General-sum Stochastic Games¶

Substitute minimax with Nash
Called "Nash-Q"
PPAD stands for "Polynomial Parity Argument in Directed graphs". Problems in PPAD are those for which a solution can be verified in polynomial time but finding such a solution is believed to be computationally hard.
Overall, what works in zero-sum doesn't work in general-sum stochastic games. And most of times, zero-sum games don't exist.

Other way for General-sum Stochastic Games¶

Interpret it as repeated stochastic, and build folk theorems
"Cheaptalk": Gives two players information and ability to coordinate. Can get correlated equilibria. More efficient to compute and gets near optimal solutions.
Cognitive hierarchy: Each players assume that the other has less computational resources, and approximate ideal responses under these assumptions.
"Side payments" (cooperative-competitive values "coco"): Give some of their reward to other agents to incentivize high-reward actions.

Summary¶

Iterated prisoner's dilemma
Connect IPD to RL by using discounted repeated games.
Folk theorem: Repeating games creates new Nash equilibria by using concepts like "plausible threats"
- In subgame perfect setting, we can consider plausible threats
Stochastic games generalize MDPs through repeated games.
In zero sum stochastic games, minimax-Q works.
In general sum stochastic games, Nash-Q doesn't work but there is more research being done.

Outro¶

Stuff that wasn't covered¶

Supervised¶

DNNs - new techniques for getting signal through multiple layers.
- In past wasn't clear that multiple layers would work.
- New set of techniques to organize computation to get valuable information from each layer.
Big data - algorithmic challenges from gigantic datasets. Linear too slow.
- Changes how science works - scientific method changed to focus on computation.
Semi-supervised learning - Workaround for human labeling. Can extract using unsupervised methods.
Imbalanced labels + cost of false negatives
- Reweighting error
- Cascade learning: build learner that labels half positive half negative. Negatives will be true negatives, but positive will contain false positives (majority) and true positives (minority). Keep doing this until learning task is with balanced sets.
- Computationally efficient bc dataset is cut by half in each step. Kind of like boosting.
- The final learner won't do well, bc the data distribution doesn't match original. Need to use all of them (like boosting?).

Unsupervised¶

tf-idf - term-frequency inverse document-frequency. Apply nearest-neighbor approach to textual data.
- Term frequency: Amount of weight you put on the appearance of a term in a document should be proportional, or positively related to the term frequency.
- Document frequency: Given a term, how many documents in your entire collection have that word in them. If it appears a lot across a large number of documents, it gets weighed less proportionately.
Spectral clustering - doesn't get stuck in local optima, uses linear algebra.

Randomized Optimization¶

Cross-entropy - Like MIMIC.

The basic idea of cross-entropy is to maintain a distribution over the space of possible parameter values and update this distribution based on the quality of the solutions generated by the current set of parameters. (ChatGPT)

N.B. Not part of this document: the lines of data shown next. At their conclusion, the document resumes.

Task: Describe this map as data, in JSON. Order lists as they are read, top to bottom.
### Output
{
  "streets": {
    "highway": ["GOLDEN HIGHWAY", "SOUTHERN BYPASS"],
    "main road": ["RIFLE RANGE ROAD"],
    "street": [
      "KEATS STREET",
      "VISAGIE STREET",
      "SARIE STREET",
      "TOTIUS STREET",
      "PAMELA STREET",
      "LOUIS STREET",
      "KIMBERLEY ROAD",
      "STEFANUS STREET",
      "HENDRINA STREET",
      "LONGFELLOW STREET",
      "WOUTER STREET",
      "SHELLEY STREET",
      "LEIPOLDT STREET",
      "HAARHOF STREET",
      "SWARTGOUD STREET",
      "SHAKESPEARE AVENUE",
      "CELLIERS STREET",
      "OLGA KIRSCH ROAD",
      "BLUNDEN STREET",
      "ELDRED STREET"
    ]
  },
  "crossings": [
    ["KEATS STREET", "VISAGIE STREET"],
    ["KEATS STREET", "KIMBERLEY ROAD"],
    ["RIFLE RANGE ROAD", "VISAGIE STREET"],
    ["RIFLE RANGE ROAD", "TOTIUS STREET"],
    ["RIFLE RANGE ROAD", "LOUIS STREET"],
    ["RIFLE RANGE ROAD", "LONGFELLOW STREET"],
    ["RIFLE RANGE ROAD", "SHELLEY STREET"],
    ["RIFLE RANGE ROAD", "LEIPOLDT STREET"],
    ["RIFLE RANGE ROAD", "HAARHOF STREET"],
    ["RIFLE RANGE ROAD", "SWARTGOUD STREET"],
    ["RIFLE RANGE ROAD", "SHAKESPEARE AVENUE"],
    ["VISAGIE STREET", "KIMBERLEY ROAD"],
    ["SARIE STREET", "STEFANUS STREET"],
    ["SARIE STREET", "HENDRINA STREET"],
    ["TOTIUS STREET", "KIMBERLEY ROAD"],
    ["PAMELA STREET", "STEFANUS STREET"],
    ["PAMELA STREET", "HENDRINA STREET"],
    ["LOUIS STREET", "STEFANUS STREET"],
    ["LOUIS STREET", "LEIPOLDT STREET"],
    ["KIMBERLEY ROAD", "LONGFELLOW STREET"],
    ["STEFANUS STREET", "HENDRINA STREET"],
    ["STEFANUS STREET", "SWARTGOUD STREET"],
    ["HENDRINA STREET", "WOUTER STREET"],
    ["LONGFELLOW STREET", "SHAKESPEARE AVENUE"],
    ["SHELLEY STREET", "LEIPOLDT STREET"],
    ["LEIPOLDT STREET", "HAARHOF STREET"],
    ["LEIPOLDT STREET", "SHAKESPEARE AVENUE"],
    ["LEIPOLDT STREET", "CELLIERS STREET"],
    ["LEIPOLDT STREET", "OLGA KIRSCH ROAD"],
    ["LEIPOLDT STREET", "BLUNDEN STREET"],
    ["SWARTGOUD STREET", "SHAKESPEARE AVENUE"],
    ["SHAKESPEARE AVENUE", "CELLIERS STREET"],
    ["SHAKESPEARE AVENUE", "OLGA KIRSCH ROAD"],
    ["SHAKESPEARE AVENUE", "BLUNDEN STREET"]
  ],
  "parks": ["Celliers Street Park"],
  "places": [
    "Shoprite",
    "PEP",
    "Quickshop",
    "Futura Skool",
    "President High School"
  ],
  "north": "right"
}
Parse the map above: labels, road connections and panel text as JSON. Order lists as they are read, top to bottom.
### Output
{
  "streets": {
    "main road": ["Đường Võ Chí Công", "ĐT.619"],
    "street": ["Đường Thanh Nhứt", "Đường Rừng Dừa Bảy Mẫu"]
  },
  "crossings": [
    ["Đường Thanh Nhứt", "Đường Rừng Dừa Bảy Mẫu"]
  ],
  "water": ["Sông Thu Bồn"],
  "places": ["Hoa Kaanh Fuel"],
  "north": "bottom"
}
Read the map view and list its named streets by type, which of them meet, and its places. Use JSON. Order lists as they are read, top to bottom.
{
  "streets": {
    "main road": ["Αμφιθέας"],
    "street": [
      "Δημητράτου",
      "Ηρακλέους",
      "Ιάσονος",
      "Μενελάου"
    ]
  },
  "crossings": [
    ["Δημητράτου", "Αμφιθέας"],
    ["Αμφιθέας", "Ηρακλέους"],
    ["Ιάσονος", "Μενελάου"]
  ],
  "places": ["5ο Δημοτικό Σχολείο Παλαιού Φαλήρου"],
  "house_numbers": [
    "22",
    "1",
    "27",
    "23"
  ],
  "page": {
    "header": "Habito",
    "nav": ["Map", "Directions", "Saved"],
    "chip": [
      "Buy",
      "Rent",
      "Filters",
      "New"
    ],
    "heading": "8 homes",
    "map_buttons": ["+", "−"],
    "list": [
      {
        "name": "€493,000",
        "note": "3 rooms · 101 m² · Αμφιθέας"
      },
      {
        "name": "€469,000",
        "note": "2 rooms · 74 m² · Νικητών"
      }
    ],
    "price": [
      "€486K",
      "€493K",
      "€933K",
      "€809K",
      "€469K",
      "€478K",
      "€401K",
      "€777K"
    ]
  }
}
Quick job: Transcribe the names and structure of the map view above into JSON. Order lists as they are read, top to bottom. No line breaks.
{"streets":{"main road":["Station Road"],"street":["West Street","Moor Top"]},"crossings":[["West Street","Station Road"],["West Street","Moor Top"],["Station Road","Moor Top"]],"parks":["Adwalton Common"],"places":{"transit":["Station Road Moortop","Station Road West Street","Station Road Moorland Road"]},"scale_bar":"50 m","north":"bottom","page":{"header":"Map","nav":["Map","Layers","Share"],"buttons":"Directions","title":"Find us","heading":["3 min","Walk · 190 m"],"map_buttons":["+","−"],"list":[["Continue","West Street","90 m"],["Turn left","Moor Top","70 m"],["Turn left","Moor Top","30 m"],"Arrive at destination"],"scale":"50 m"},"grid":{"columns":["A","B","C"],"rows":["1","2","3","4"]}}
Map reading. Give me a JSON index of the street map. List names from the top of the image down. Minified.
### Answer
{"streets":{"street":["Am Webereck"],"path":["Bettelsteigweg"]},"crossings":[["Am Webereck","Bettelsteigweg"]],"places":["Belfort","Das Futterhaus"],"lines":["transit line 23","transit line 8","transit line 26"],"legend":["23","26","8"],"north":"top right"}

In the cross-entropy method, the initial distribution is typically chosen to be a simple distribution that can be easily sampled from, such as a Gaussian distribution. The algorithm then generates a set of candidate solutions by sampling from this distribution and evaluates their quality using the objective function. The distribution is then updated based on the quality of the solutions, with better solutions given a higher weight in the updated distribution.

The name "cross-entropy" comes from the fact that the algorithm minimizes the cross-entropy between the true distribution of good solutions and the distribution generated by the algorithm. This is achieved by iteratively adjusting the parameters of the distribution to better match the true distribution.

Reinforcement Learning¶

Function approximation - Use supervised / unsupervised learning to learn something from the environment.
POMDPs - Partially-observed MDPs. MDPs have (state -> action). But usually we don't have what next state.
Behavioral economics - learning from human interaction.
Inverse RL - Reward -> RL -> Behavior. Inverse RL is Behavior -> inverser RL -> Reward.